Élection présidentielle 2017 : quatre femmes en questions (3/4)

Nous sommes à moins d’un mois de l’élection présidentielle française et jamais un pareil scrutin n’a semblé aussi indécis depuis le début de la Ve République. Scénario idéal pour les amateurs de suspense : Marine Le Pen sera-t-elle présente au second tour ?  La gauche parviendra-t-elle à surmonter ses divisions ? Et quid d’Emmanuel Macron ? Au-delà des enjeux purement électoraux, nous avons voulu savoir ce que pensaient quatre femmes politiques,  à propos de cinq sujets qui nous paraissent majeurs.

Chaque semaine une politicienne nous confiera ses pensées. Aujourd’hui, nous donnons la parole à Karima Delli, membre du parti Europe Écologie-Les Verts, députée européenne.

‘‘ L’écologie, ce n’est pas un truc de bobos. ’’

1) ASSIMILATION OU INTÉGRATION  ?

La France a longtemps été une terre d’accueil pour des citoyens du monde entier.
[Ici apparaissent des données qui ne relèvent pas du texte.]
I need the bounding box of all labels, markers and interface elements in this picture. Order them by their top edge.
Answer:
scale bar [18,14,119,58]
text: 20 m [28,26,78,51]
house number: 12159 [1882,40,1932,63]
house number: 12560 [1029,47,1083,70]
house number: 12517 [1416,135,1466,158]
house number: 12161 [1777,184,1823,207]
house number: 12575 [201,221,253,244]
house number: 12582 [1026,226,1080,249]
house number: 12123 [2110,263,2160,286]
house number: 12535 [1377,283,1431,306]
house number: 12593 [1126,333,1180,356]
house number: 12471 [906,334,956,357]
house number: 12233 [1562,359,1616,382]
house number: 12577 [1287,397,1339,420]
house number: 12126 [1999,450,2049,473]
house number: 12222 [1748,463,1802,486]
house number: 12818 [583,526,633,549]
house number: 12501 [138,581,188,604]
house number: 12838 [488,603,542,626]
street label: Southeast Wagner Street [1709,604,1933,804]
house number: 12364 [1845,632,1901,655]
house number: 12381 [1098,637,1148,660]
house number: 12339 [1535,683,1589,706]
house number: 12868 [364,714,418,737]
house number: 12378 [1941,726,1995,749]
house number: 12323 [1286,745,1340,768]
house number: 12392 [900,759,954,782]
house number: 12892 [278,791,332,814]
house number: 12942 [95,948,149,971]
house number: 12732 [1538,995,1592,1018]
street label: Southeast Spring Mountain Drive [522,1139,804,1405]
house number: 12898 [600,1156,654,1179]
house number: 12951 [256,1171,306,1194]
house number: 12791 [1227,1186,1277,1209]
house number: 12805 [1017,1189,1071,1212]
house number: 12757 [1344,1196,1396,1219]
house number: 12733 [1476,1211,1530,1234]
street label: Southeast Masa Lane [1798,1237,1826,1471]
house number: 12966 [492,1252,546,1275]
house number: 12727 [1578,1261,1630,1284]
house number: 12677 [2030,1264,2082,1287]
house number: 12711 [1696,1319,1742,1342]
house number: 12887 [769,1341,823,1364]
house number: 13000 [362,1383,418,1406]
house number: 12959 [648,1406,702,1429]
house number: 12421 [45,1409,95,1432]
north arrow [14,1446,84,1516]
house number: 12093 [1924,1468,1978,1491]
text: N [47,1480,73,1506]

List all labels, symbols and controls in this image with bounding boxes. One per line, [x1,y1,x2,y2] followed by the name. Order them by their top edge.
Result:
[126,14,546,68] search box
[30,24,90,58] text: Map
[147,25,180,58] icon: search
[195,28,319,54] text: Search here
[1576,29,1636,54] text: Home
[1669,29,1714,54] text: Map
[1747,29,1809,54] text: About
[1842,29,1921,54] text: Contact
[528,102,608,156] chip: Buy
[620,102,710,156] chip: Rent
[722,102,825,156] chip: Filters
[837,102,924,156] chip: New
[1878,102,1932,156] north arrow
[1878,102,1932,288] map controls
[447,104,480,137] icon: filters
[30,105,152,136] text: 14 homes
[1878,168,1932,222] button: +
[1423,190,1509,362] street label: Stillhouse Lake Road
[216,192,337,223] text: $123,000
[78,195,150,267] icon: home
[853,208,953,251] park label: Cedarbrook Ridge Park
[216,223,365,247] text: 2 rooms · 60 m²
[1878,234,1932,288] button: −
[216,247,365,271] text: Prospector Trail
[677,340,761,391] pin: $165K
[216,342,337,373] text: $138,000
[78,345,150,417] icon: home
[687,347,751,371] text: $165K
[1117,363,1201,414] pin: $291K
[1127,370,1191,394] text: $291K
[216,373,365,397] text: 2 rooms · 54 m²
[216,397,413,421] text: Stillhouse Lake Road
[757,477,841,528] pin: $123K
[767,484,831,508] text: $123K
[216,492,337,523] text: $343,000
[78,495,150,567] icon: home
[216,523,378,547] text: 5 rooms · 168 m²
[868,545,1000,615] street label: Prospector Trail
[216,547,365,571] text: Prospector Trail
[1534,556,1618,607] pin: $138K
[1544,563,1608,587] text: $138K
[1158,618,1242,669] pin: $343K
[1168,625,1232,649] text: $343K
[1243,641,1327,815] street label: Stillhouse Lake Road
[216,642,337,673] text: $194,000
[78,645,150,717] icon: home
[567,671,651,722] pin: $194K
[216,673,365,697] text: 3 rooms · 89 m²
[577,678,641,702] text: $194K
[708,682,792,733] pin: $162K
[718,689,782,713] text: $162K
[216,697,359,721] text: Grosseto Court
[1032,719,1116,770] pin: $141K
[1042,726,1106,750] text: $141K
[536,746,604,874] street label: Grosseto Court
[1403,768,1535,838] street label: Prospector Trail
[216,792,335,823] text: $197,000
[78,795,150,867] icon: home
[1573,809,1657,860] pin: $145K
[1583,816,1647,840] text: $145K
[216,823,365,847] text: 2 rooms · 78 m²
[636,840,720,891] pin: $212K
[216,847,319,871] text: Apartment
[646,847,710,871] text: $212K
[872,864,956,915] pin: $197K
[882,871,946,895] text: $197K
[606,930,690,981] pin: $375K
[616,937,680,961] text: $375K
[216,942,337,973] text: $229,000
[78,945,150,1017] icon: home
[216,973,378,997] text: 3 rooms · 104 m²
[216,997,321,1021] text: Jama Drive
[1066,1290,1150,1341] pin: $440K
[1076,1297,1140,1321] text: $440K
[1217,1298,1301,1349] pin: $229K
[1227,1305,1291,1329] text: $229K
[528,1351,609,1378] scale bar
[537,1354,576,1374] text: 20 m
Aujourd’hui, elle doit renouer avec cette tradition de solidarité car c’est le ciment qui rassemble les Français. Les valeurs de la République, « Liberté, Égalité, Fraternité », sont notre socle commun. Chacun et chacune doit pouvoir s’y reconnaître et s’y épanouir. Pour moi, le terme  d’ « assimilation » n’est pas acceptable, il renvoie à un autre temps, totalement dépassé.

2) LA QUESTION DE L’IDENTITÉ N’A-T-ELLE PAS PRIS TROP DE PLACE ACTUELLEMENT DANS LE DÉBAT POLITIQUE ?

Évidemment ! Surtout lorsque Sarkozy était au pouvoir. Son ministère de I’Identité nationale est le symbole d’une grave dérive : on divise les Français pour faire oublier les vrais sujets de préoccupation (le logement, l’emploi, la santé, l’éducation, l’avenir des jeunes). Surtout à droite, mais pas que, la question identitaire est constamment instrumentalisée à des fins électorales. C’est un jeu d’autant plus dangereux qu’on observe ce phénomène partout en Europe. Je crois aussi que le terme « identité » doit être pensé de façon plus large. Il ne doit pas être constamment réduit à une couleur de peau ou à une religion. Plus généralement, nos sociétés gagneraient à se poser des questions telles que : qui sommes-nous ? Qu’est-ce qui nous rassemble ? Quel avenir voulons-nous laisser à nos enfants ? Si nous cherchons ensemble les réponses à ces questions, il ne peut en sortir que du positif.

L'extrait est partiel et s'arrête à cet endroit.